◆ ABOUT THIS TASK
Find the word "Pasaje" below. Copy each line that has it.
(RECORDS FOR THE EXERCISE begins)
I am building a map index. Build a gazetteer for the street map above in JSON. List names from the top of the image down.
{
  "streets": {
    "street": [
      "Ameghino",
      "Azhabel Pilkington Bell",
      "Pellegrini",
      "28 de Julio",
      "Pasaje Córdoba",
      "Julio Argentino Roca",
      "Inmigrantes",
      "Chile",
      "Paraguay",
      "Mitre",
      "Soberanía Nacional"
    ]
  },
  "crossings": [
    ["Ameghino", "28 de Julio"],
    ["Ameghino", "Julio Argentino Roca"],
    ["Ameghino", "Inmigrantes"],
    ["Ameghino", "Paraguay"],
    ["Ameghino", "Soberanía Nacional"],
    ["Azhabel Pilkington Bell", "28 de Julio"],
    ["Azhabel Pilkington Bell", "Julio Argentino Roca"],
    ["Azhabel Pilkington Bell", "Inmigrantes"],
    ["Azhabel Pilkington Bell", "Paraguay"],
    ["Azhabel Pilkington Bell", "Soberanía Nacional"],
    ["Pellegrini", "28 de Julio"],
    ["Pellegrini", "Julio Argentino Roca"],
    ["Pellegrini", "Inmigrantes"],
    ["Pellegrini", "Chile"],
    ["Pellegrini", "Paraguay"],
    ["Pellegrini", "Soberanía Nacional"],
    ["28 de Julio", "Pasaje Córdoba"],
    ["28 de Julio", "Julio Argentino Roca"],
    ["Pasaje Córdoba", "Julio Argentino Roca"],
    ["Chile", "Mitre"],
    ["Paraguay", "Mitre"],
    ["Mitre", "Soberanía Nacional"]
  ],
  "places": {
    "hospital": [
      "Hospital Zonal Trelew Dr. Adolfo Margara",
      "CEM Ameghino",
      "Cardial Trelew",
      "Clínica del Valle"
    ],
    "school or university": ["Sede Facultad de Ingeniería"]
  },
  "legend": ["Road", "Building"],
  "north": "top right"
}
(RECORDS FOR THE EXERCISE ends)
◆ PROBLEM SOLUTION
      "Pasaje Córdoba",
    ["28 de Julio", "Pasaje Córdoba"],
    ["Pasaje Córdoba", "Julio Argentino Roca"],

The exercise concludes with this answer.